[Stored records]

• • •

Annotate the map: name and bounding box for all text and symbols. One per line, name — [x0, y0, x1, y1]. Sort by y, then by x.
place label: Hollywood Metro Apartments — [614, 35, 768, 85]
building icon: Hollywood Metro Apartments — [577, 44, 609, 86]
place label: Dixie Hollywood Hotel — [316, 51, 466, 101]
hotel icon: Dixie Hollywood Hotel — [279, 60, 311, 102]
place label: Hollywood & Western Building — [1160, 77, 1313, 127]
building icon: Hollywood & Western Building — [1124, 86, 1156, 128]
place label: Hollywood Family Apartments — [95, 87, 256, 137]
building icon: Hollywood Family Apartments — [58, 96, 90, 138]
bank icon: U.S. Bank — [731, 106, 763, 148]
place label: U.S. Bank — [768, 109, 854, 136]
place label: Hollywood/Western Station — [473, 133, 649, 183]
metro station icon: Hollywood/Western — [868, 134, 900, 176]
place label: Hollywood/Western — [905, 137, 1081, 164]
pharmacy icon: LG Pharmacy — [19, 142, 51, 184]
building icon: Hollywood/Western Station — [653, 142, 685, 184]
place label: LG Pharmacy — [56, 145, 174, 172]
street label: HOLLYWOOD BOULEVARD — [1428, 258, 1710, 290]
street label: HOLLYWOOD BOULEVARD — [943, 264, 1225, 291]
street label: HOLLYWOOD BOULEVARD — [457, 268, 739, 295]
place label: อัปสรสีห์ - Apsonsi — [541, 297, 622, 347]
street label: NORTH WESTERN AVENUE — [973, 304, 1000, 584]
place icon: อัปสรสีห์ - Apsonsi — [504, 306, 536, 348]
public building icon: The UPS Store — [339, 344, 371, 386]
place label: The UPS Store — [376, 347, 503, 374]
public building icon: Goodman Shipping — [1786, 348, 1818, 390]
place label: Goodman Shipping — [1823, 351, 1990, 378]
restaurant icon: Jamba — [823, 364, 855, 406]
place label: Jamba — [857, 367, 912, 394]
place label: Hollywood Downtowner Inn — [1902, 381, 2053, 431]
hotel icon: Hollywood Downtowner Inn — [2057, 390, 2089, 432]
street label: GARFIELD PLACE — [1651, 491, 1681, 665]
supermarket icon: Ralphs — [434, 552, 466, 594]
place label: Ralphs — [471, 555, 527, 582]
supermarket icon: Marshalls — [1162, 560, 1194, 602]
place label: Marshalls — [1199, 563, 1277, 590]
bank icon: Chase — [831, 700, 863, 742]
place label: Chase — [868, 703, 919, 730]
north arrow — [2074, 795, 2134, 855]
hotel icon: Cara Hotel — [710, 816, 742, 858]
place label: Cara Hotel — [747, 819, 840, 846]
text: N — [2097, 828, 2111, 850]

• • •

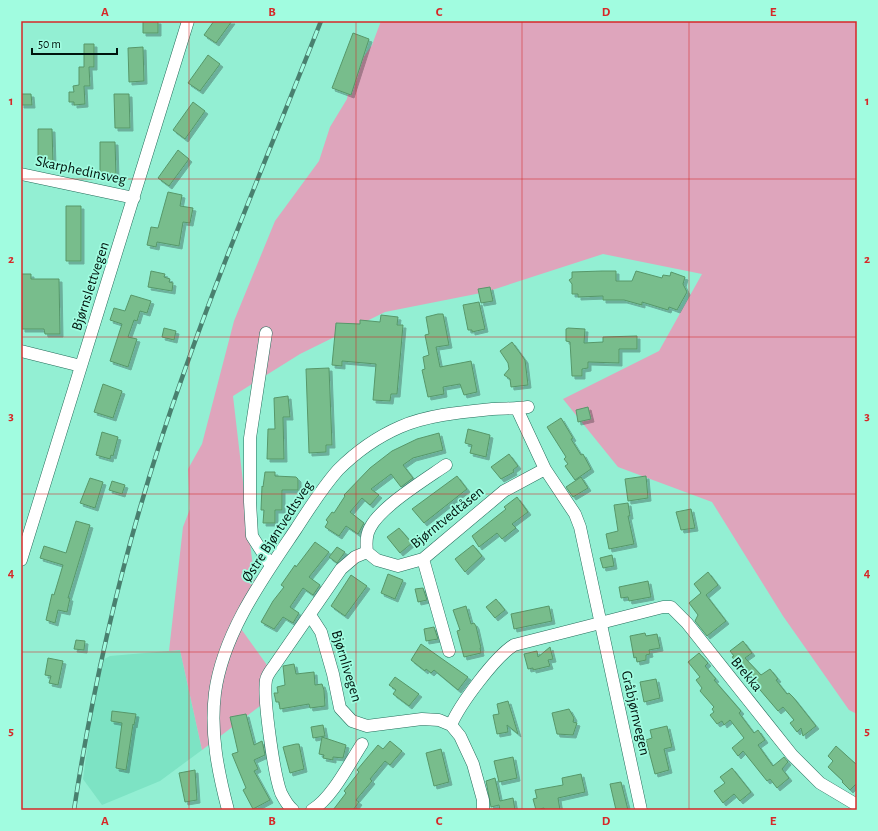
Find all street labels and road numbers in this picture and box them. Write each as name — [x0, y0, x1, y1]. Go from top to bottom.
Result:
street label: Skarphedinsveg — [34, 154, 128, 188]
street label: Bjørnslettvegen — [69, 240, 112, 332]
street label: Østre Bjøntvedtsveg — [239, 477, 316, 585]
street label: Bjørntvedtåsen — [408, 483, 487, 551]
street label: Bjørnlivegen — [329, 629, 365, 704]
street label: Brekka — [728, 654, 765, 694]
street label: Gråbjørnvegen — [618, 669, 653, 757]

• • •

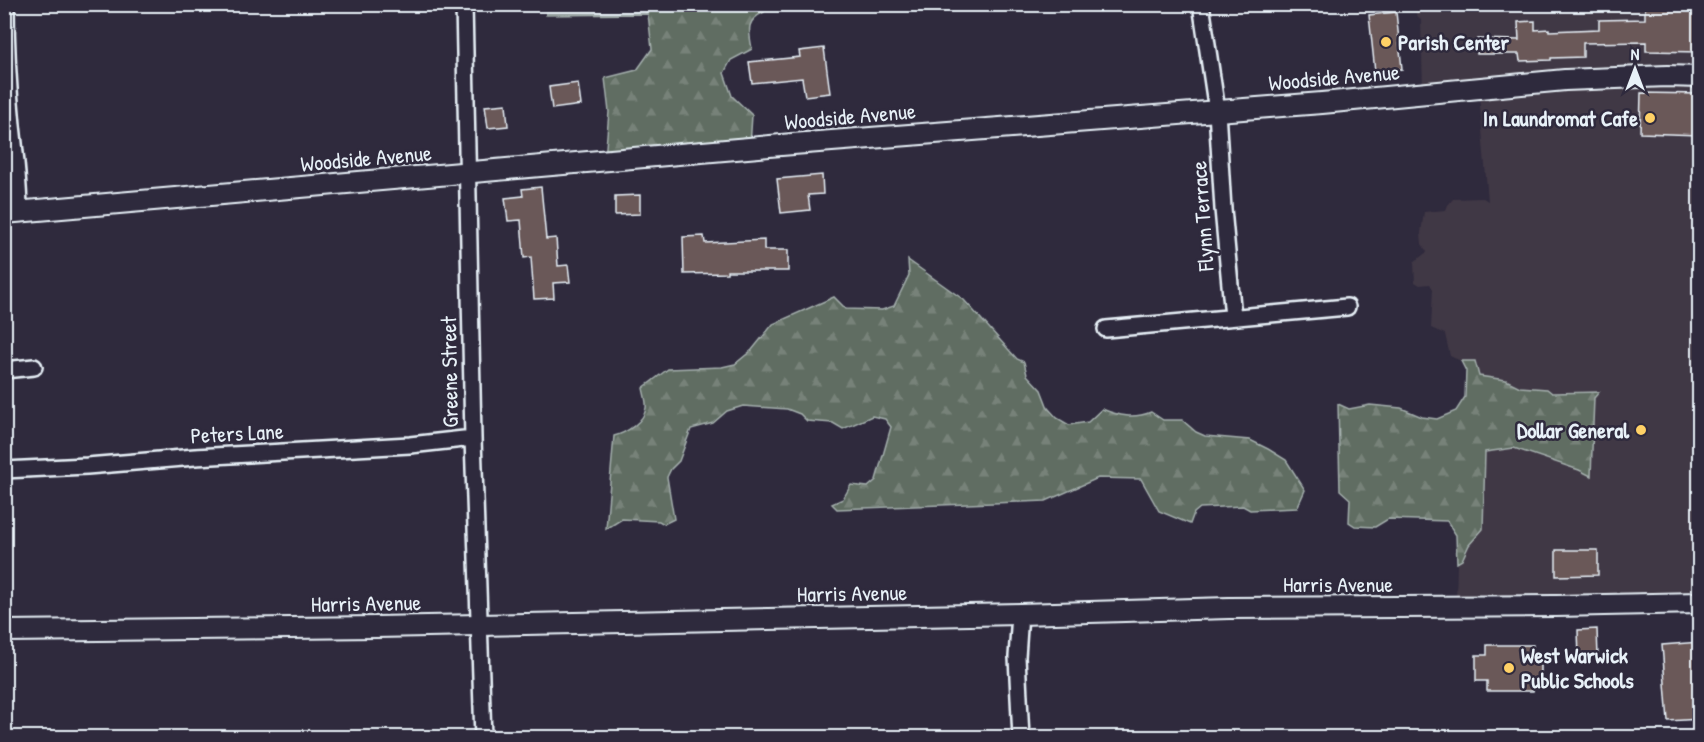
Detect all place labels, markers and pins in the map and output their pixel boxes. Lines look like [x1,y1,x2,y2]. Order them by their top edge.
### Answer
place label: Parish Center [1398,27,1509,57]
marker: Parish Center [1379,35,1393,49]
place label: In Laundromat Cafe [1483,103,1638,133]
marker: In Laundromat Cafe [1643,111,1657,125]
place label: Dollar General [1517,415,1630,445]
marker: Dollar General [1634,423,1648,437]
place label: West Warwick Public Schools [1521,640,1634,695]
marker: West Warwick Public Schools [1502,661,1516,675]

• • •

TASK REQUIREMENTS - Whenever a line includes the word "labels", pull it out of the entries.

YOUR RESPONSE -
Find all street labels and road numbers in this picture and box them. Write each as name — [x0, y0, x1, y1]. Go from top to bottom.
Detect all place labels, markers and pins in the map and output their pixel boxes. Lines look like [x1,y1,x2,y2]. Order them by their top edge.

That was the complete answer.